Most striking was the assertion that "PIRA members" (presumably ones working for the British as agents) "believe that the Provisional army council oversees both PIRA and Sinn Féin with an overarching strategy".
In the past, this curiously-worded sentence would have had unionists running a mile from sharing power with republicans.
Both the Traditional Unionist Voice (TUV) and the Ulster Unionist Party (UUP) seized on it as bolstering their own positions. Some commentators thought it threw the chances of the DUP returning to their ministerial jobs into serious doubt.
However, the DUP quickly confounded that view, announcing their ministers would return to their posts immediately.
'Different fingerprints'
DUP leader Peter Robinson argued that the arrest of senior Sinn Féin official Bobby Storey (who was subsequently released without charge) had been the straw which broke the Stormont camel's back, rather than the existence of IRA structures.
Interviewed by the BBC, Mr Robinson seemed philosophical about the police's belief that the IRA army council still sits at the top of the republican pile.
He argued that "it really is a distinction without a difference to say there's something special about the army council being involved".
"Does somebody think that the people on the army council have different fingerprints from the people who are in the leadership of Sinn Féin? I don't, never have," the DUP leader said.
'Thin ice'
Mr Robinson reckons the politicians now have a couple of weeks to save Stormont, and warns that the return of his ministers does not mean problems like dealing with paramilitarism or welfare reform have been resolved.

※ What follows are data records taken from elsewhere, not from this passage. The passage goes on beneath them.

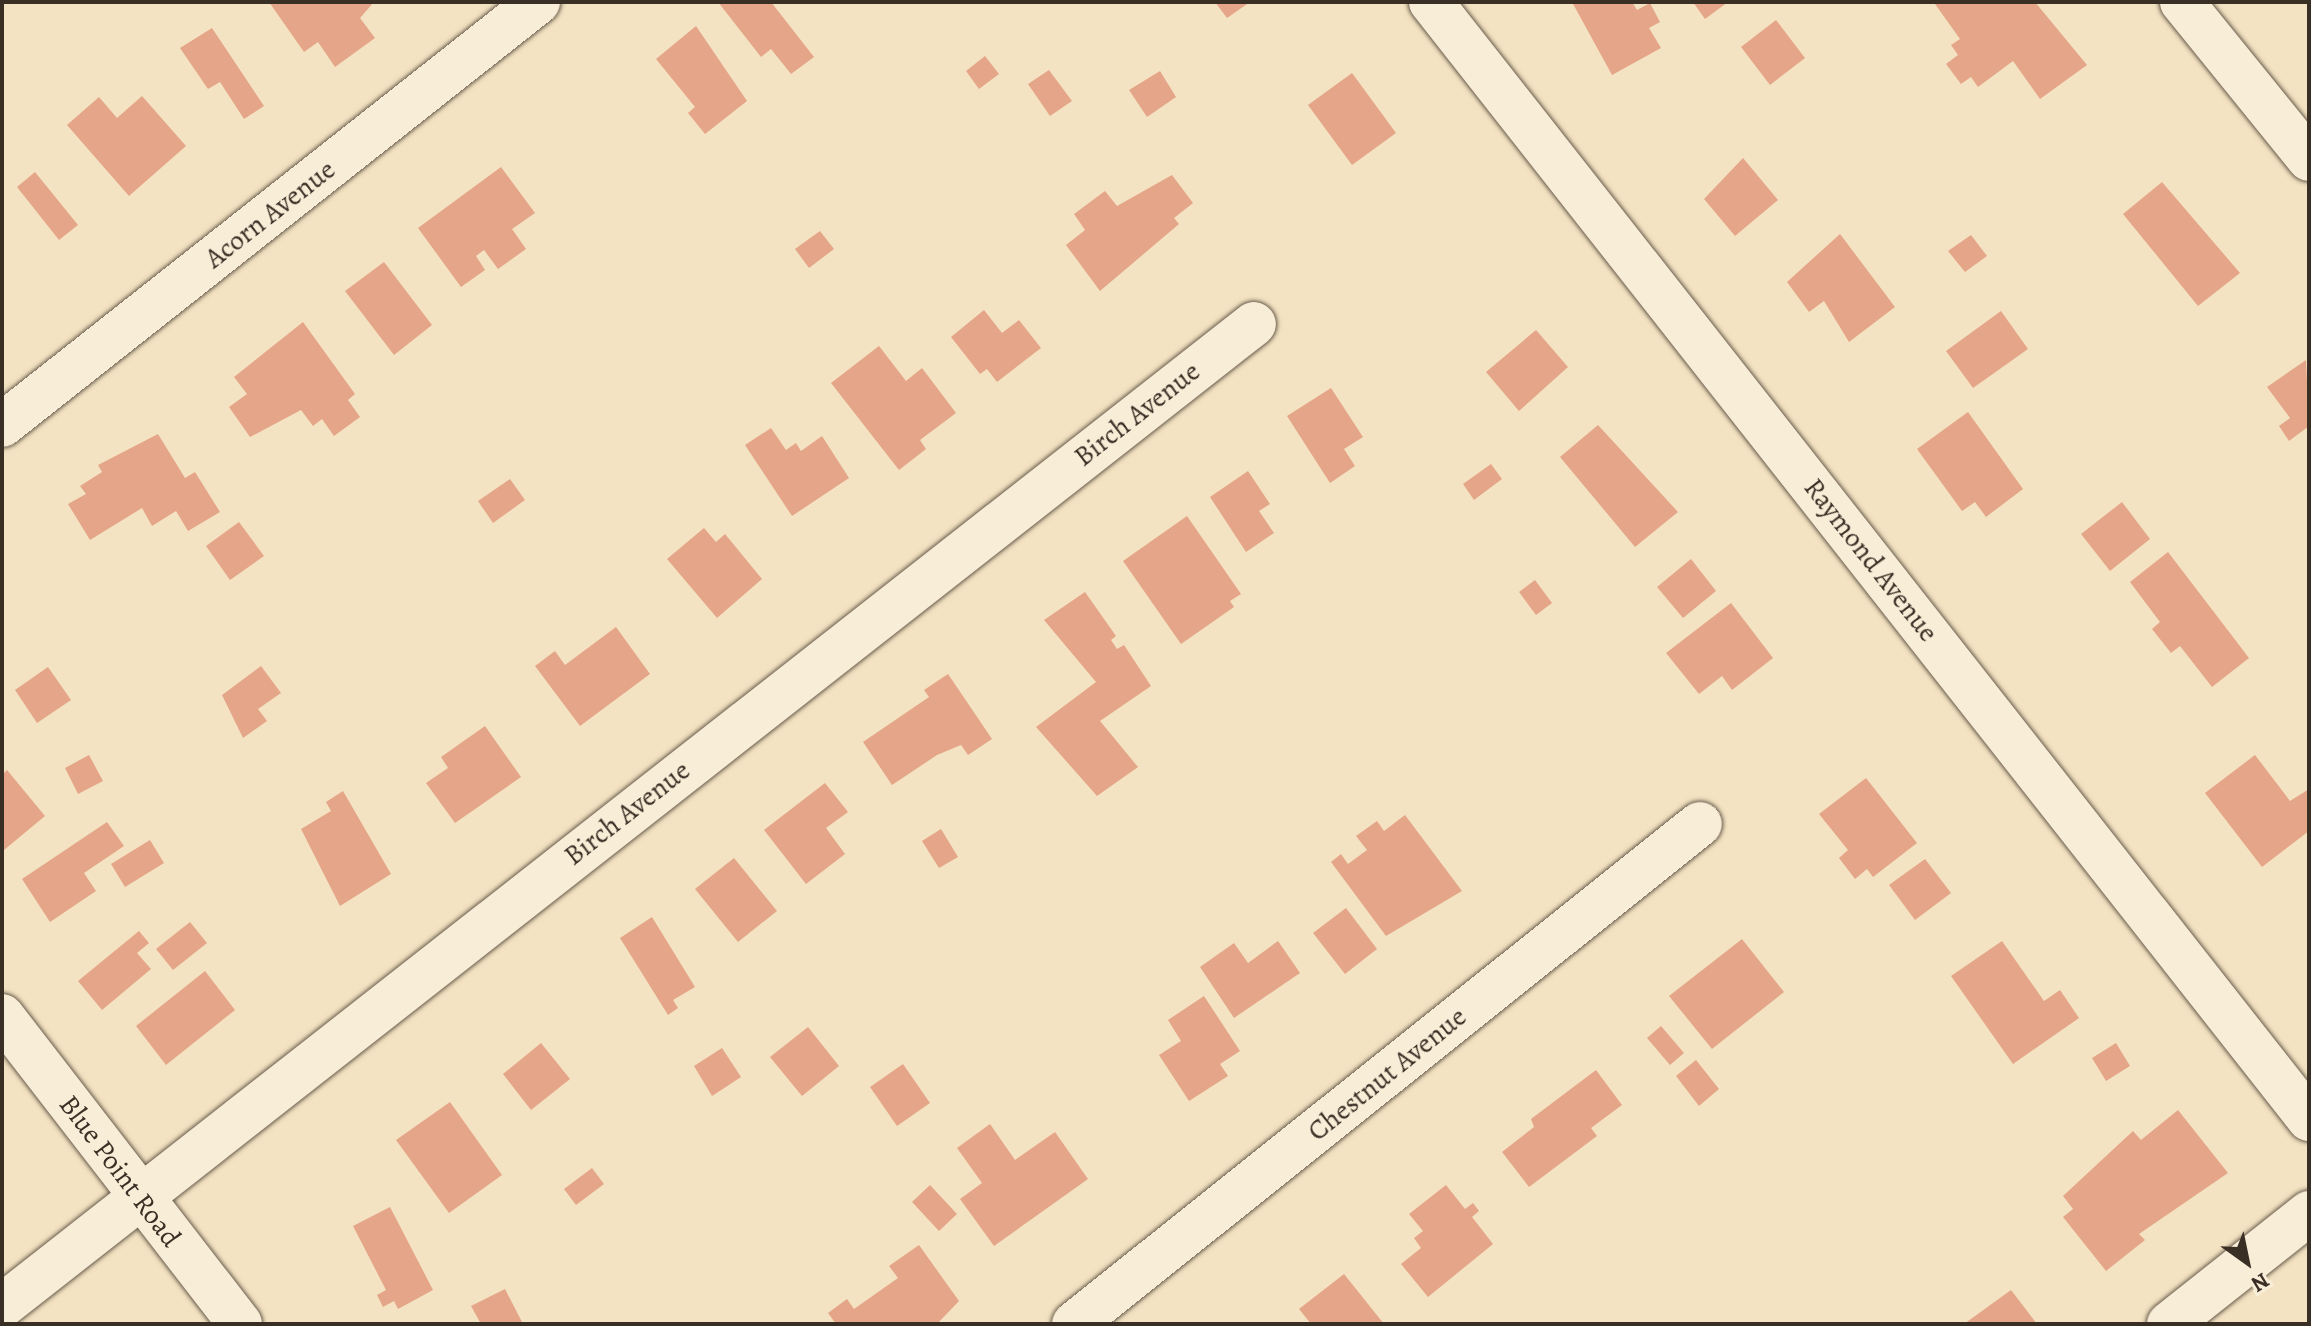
<!DOCTYPE html>
<style>
body{margin:0}
#map{position:relative;width:2311px;height:1326px;overflow:hidden;background:#f4e3c2;font-family:Alegreya,serif}
div>[style]{position:absolute}
[style*='--x']{left:calc(var(--x)*1px);top:calc(var(--y)*1px);width:calc(var(--w)*1px);rotate:calc(var(--a)*1deg)}
.building>*{inset:0;background:#e4a588}
.roads{filter:drop-shadow(0 0 2px #685c4c) drop-shadow(0 0 2px #685c4c)}
.minor>*{height:44px;margin:-22px;padding:0 22px;transform-origin:22px;border-radius:22px;background:#f8edd7}
span{translate:-50% -50%;white-space:nowrap;text-align:center;line-height:1.15;-webkit-text-stroke:6px #f8edd7;paint-order:stroke}
.street-label{font-size:28px;color:#3a2f25}
.frame{position:absolute;inset:0;border:4px solid #3a2f25;pointer-events:none}
.north{position:absolute;left:2207px;top:1222px;width:80px;height:80px;-webkit-text-stroke:6px #f8edd7;paint-order:stroke;rotate:147deg;font-size:22px;font-weight:700;line-height:32px;text-align:center;color:#3a2f25}
.north::after{content:'';display:block;margin:auto;width:28px;height:36px;background:#3a2f25;clip-path:polygon(50% 0,100% 100%,50% 72%,0 100%)}
</style>
<div id="map">
<div class="building">
<i style="clip-path:polygon(269px 2px,374px 2px,360px 18px,375px 38px,335px 67px,318px 42px,304px 52px)"></i>
<i style="clip-path:polygon(718px 2px,771px 2px,814px 57px,791px 74px,771px 49px,761px 57px)"></i>
<i style="clip-path:polygon(1215px 2px,1250px 2px,1227px 18px)"></i>
<i style="clip-path:polygon(1572px 2px,1632px 2px,1637px 10px,1650px 3px,1660px 22px,1649px 28px,1661px 48px,1612px 75px)"></i>
<i style="clip-path:polygon(1693px 2px,1728px 2px,1705px 19px)"></i>
<i style="clip-path:polygon(2035px 2px,2087px 65px,2040px 99px,2013px 61px,1978px 87px,1971px 77px,1961px 84px,1946px 64px,1958px 55px,1951px 45px,1960px 39px,1935px 4px)"></i>
<i style="clip-path:polygon(1776px 20px,1805px 58px,1770px 85px,1741px 47px)"></i>
<i style="clip-path:polygon(696px 26px,747px 101px,705px 134px,688px 113px,695px 107px,656px 59px)"></i>
<i style="clip-path:polygon(212px 28px,264px 106px,244px 119px,220px 82px,208px 89px,180px 48px)"></i>
<i style="clip-path:polygon(985px 56px,999px 74px,979px 89px,966px 71px)"></i>
<i style="clip-path:polygon(1049px 70px,1072px 101px,1050px 116px,1028px 84px)"></i>
<i style="clip-path:polygon(1160px 71px,1176px 97px,1147px 117px,1129px 90px)"></i>
<i style="clip-path:polygon(1352px 73px,1396px 133px,1352px 165px,1308px 105px)"></i>
<i style="clip-path:polygon(142px 96px,186px 146px,129px 196px,67px 125px,99px 97px,117px 118px)"></i>
<i style="clip-path:polygon(1743px 158px,1778px 200px,1735px 236px,1704px 199px)"></i>
<i style="clip-path:polygon(501px 167px,535px 213px,512px 229px,526px 249px,498px 269px,484px 250px,476px 256px,485px 270px,461px 287px,418px 228px)"></i>
<i style="clip-path:polygon(35px 172px,78px 225px,59px 240px,17px 187px)"></i>
<i style="clip-path:polygon(1172px 175px,1193px 203px,1174px 218px,1179px 224px,1100px 291px,1066px 245px,1085px 230px,1074px 214px,1105px 191px,1117px 206px)"></i>
<i style="clip-path:polygon(2162px 182px,2240px 273px,2198px 306px,2123px 214px)"></i>
<i style="clip-path:polygon(820px 231px,834px 249px,809px 268px,795px 249px)"></i>
<i style="clip-path:polygon(1840px 234px,1895px 307px,1849px 342px,1824px 301px,1809px 312px,1787px 282px)"></i>
<i style="clip-path:polygon(1971px 235px,1987px 256px,1965px 272px,1948px 251px)"></i>
<i style="clip-path:polygon(384px 262px,432px 325px,394px 355px,345px 291px)"></i>
<i style="clip-path:polygon(984px 310px,1002px 333px,1019px 320px,1041px 348px,997px 382px,987px 369px,980px 374px,951px 337px)"></i>
<i style="clip-path:polygon(2001px 311px,2028px 349px,1973px 388px,1946px 351px)"></i>
<i style="clip-path:polygon(303px 322px,355px 394px,348px 400px,360px 417px,334px 436px,322px 419px,313px 426px,301px 410px,250px 437px,229px 407px,247px 394px,234px 377px)"></i>
<i style="clip-path:polygon(1536px 330px,1568px 367px,1519px 411px,1486px 372px)"></i>
<i style="clip-path:polygon(879px 346px,906px 381px,922px 368px,956px 413px,920px 440px,926px 449px,899px 470px,831px 383px)"></i>
<i style="clip-path:polygon(2306px 360px,2309px 426px,2289px 441px,2279px 426px,2290px 418px,2267px 387px)"></i>
<i style="clip-path:polygon(1331px 388px,1363px 437px,1344px 449px,1355px 466px,1330px 483px,1287px 416px)"></i>
<i style="clip-path:polygon(1968px 412px,2023px 489px,1986px 517px,1975px 502px,1962px 511px,1917px 449px)"></i>
<i style="clip-path:polygon(1598px 425px,1678px 512px,1635px 547px,1560px 457px)"></i>
<i style="clip-path:polygon(771px 428px,786px 450px,796px 443px,801px 451px,822px 436px,849px 478px,792px 516px,745px 445px)"></i>
<i style="clip-path:polygon(158px 434px,185px 478px,195px 472px,220px 512px,188px 531px,176px 511px,152px 526px,142px 508px,90px 540px,68px 504px,86px 494px,80px 486px,102px 472px,98px 465px)"></i>
<i style="clip-path:polygon(1491px 464px,1502px 479px,1474px 500px,1463px 484px)"></i>
<i style="clip-path:polygon(1248px 471px,1270px 504px,1259px 511px,1274px 533px,1246px 552px,1210px 497px)"></i>
<i style="clip-path:polygon(510px 479px,525px 500px,493px 523px,478px 501px)"></i>
<i style="clip-path:polygon(2122px 502px,2150px 539px,2110px 571px,2081px 534px)"></i>
<i style="clip-path:polygon(1187px 516px,1241px 594px,1230px 601px,1234px 607px,1181px 644px,1123px 561px)"></i>
<i style="clip-path:polygon(239px 522px,264px 556px,230px 580px,206px 546px)"></i>
<i style="clip-path:polygon(704px 528px,716px 542px,725px 534px,762px 579px,717px 618px,667px 559px)"></i>
<i style="clip-path:polygon(2168px 552px,2249px 658px,2212px 687px,2180px 646px,2171px 653px,2152px 629px,2160px 622px,2130px 582px)"></i>
<i style="clip-path:polygon(1691px 559px,1716px 591px,1683px 618px,1657px 587px)"></i>
<i style="clip-path:polygon(1535px 580px,1552px 603px,1536px 615px,1519px 592px)"></i>
<i style="clip-path:polygon(1085px 592px,1116px 636px,1111px 640px,1117px 649px,1124px 645px,1151px 686px,1100px 721px,1138px 767px,1097px 796px,1036px 727px,1096px 682px,1044px 620px)"></i>
<i style="clip-path:polygon(1731px 603px,1773px 658px,1732px 690px,1722px 676px,1699px 694px,1666px 653px)"></i>
<i style="clip-path:polygon(616px 627px,650px 674px,580px 726px,535px 666px,555px 651px,565px 665px)"></i>
<i style="clip-path:polygon(261px 666px,281px 693px,258px 709px,267px 721px,243px 738px,222px 695px)"></i>
<i style="clip-path:polygon(48px 667px,71px 700px,37px 723px,15px 690px)"></i>
<i style="clip-path:polygon(948px 674px,992px 739px,968px 755px,961px 745px,937px 755px,892px 785px,863px 742px,929px 697px,924px 690px)"></i>
<i style="clip-path:polygon(485px 726px,521px 777px,455px 823px,426px 783px,448px 768px,441px 757px)"></i>
<i style="clip-path:polygon(89px 755px,103px 781px,78px 794px,65px 768px)"></i>
<i style="clip-path:polygon(2255px 755px,2290px 801px,2309px 789px,2309px 831px,2262px 867px,2205px 793px)"></i>
<i style="clip-path:polygon(7px 770px,45px 816px,4px 850px,2px 775px)"></i>
<i style="clip-path:polygon(1866px 778px,1917px 843px,1873px 877px,1867px 869px,1855px 879px,1839px 858px,1848px 850px,1819px 814px)"></i>
<i style="clip-path:polygon(825px 783px,848px 812px,826px 828px,845px 854px,806px 884px,764px 830px)"></i>
<i style="clip-path:polygon(343px 791px,391px 874px,340px 906px,301px 829px,331px 811px,326px 802px)"></i>
<i style="clip-path:polygon(1405px 815px,1462px 891px,1386px 936px,1331px 862px,1341px 854px,1348px 864px,1367px 850px,1356px 836px,1377px 821px,1384px 831px)"></i>
<i style="clip-path:polygon(107px 822px,124px 846px,84px 873px,96px 891px,50px 922px,22px 879px)"></i>
<i style="clip-path:polygon(941px 829px,958px 857px,939px 868px,922px 841px)"></i>
<i style="clip-path:polygon(150px 840px,164px 863px,125px 887px,111px 864px)"></i>
<i style="clip-path:polygon(734px 858px,777px 911px,738px 942px,695px 889px)"></i>
<i style="clip-path:polygon(1925px 859px,1951px 893px,1915px 920px,1889px 885px)"></i>
<i style="clip-path:polygon(1346px 908px,1377px 949px,1345px 974px,1313px 933px)"></i>
<i style="clip-path:polygon(652px 917px,695px 987px,673px 1000px,678px 1008px,668px 1015px,620px 938px)"></i>
<i style="clip-path:polygon(190px 922px,207px 943px,173px 970px,156px 949px)"></i>
<i style="clip-path:polygon(139px 931px,149px 943px,137px 953px,151px 969px,102px 1010px,78px 981px)"></i>
<i style="clip-path:polygon(1742px 939px,1784px 992px,1712px 1049px,1669px 996px)"></i>
<i style="clip-path:polygon(1278px 941px,1300px 973px,1234px 1018px,1200px 967px,1234px 943px,1248px 963px)"></i>
<i style="clip-path:polygon(2002px 941px,2044px 1001px,2060px 990px,2079px 1018px,2013px 1064px,1951px 976px)"></i>
<i style="clip-path:polygon(205px 971px,235px 1010px,166px 1065px,136px 1026px)"></i>
<i style="clip-path:polygon(1204px 996px,1240px 1051px,1220px 1064px,1228px 1076px,1189px 1101px,1159px 1055px,1181px 1041px,1168px 1020px)"></i>
<i style="clip-path:polygon(1661px 1026px,1684px 1053px,1670px 1065px,1647px 1038px)"></i>
<i style="clip-path:polygon(808px 1027px,839px 1066px,802px 1096px,770px 1057px)"></i>
<i style="clip-path:polygon(541px 1043px,570px 1079px,531px 1110px,503px 1074px)"></i>
<i style="clip-path:polygon(2116px 1043px,2130px 1066px,2106px 1081px,2092px 1058px)"></i>
<i style="clip-path:polygon(722px 1048px,741px 1077px,712px 1096px,694px 1066px)"></i>
<i style="clip-path:polygon(1696px 1060px,1719px 1089px,1699px 1106px,1676px 1076px)"></i>
<i style="clip-path:polygon(903px 1064px,930px 1103px,897px 1126px,870px 1087px)"></i>
<i style="clip-path:polygon(1596px 1070px,1622px 1105px,1591px 1128px,1597px 1136px,1529px 1187px,1502px 1152px,1534px 1127px,1531px 1119px)"></i>
<i style="clip-path:polygon(450px 1102px,502px 1175px,449px 1213px,396px 1140px)"></i>
<i style="clip-path:polygon(2178px 1110px,2228px 1173px,2139px 1234px,2145px 1240px,2106px 1271px,2063px 1217px,2073px 1209px,2063px 1196px,2133px 1131px,2141px 1140px)"></i>
<i style="clip-path:polygon(990px 1124px,1015px 1160px,1055px 1132px,1088px 1179px,994px 1246px,960px 1199px,982px 1183px,957px 1148px)"></i>
<i style="clip-path:polygon(592px 1168px,604px 1184px,576px 1205px,564px 1189px)"></i>
<i style="clip-path:polygon(930px 1185px,957px 1214px,939px 1231px,912px 1202px)"></i>
<i style="clip-path:polygon(1446px 1185px,1465px 1209px,1473px 1203px,1479px 1211px,1472px 1217px,1493px 1244px,1428px 1297px,1401px 1264px,1421px 1248px,1414px 1238px,1423px 1231px,1409px 1214px)"></i>
<i style="clip-path:polygon(390px 1207px,433px 1290px,398px 1309px,394px 1301px,383px 1307px,377px 1295px,386px 1290px,353px 1226px)"></i>
<i style="clip-path:polygon(919px 1245px,959px 1301px,937px 1324px,836px 1324px,828px 1313px,847px 1299px,854px 1309px,898px 1278px,889px 1266px)"></i>
<i style="clip-path:polygon(1344px 1274px,1384px 1324px,1311px 1324px,1299px 1309px)"></i>
<i style="clip-path:polygon(505px 1289px,523px 1324px,481px 1324px,471px 1306px)"></i>
<i style="clip-path:polygon(2011px 1290px,2037px 1324px,1964px 1324px)"></i>
</div>
<div class="roads">
<div class="minor">
<i style="--x:1431;--y:2;--w:1421;--a:51.83"></i>
<i style="--x:2182;--y:2;--w:202;--a:51"></i>
<i style="--x:2;--y:425;--w:683;--a:-38.28"></i>
<i style="--x:2;--y:1016;--w:389;--a:52.3"></i>
<i style="--x:2;--y:1306;--w:1591;--a:-38.11"></i>
<i style="--x:1074;--y:1324;--w:801;--a:-38.62"></i>
<i style="--x:2169;--y:1324;--w:179;--a:-38.4"></i>
</div>
</div>
<div class="street-label">
<span style="left:270px;top:214px;rotate:-38deg">Acorn Avenue</span>
<span style="left:1137px;top:414px;rotate:-38deg">Birch Avenue</span>
<span style="left:1871px;top:560px;rotate:52deg">Raymond Avenue</span>
<span style="left:627px;top:813px;rotate:-38deg">Birch Avenue</span>
<span style="left:1387px;top:1074px;rotate:-39deg">Chestnut Avenue</span>
<span style="left:120px;top:1171px;rotate:53deg">Blue Point Road</span>
</div>
<div class="frame"></div>
<div class="north">N</div>
</div>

The DUP's decision to return to office may leave them on thin ice with some unionist voters, but continuing their "in-out" policy would not impress others.
They have decided giving the Stormont House talks another chance is a better option than collapsing the Northern Ireland Assembly and moving to an immediate election.
Whenever that election comes, the outcome of the next fortnight's inter-party negotiations and how the parties all handled this latest paramilitary assessment are likely to feature strongly at the various election hustings.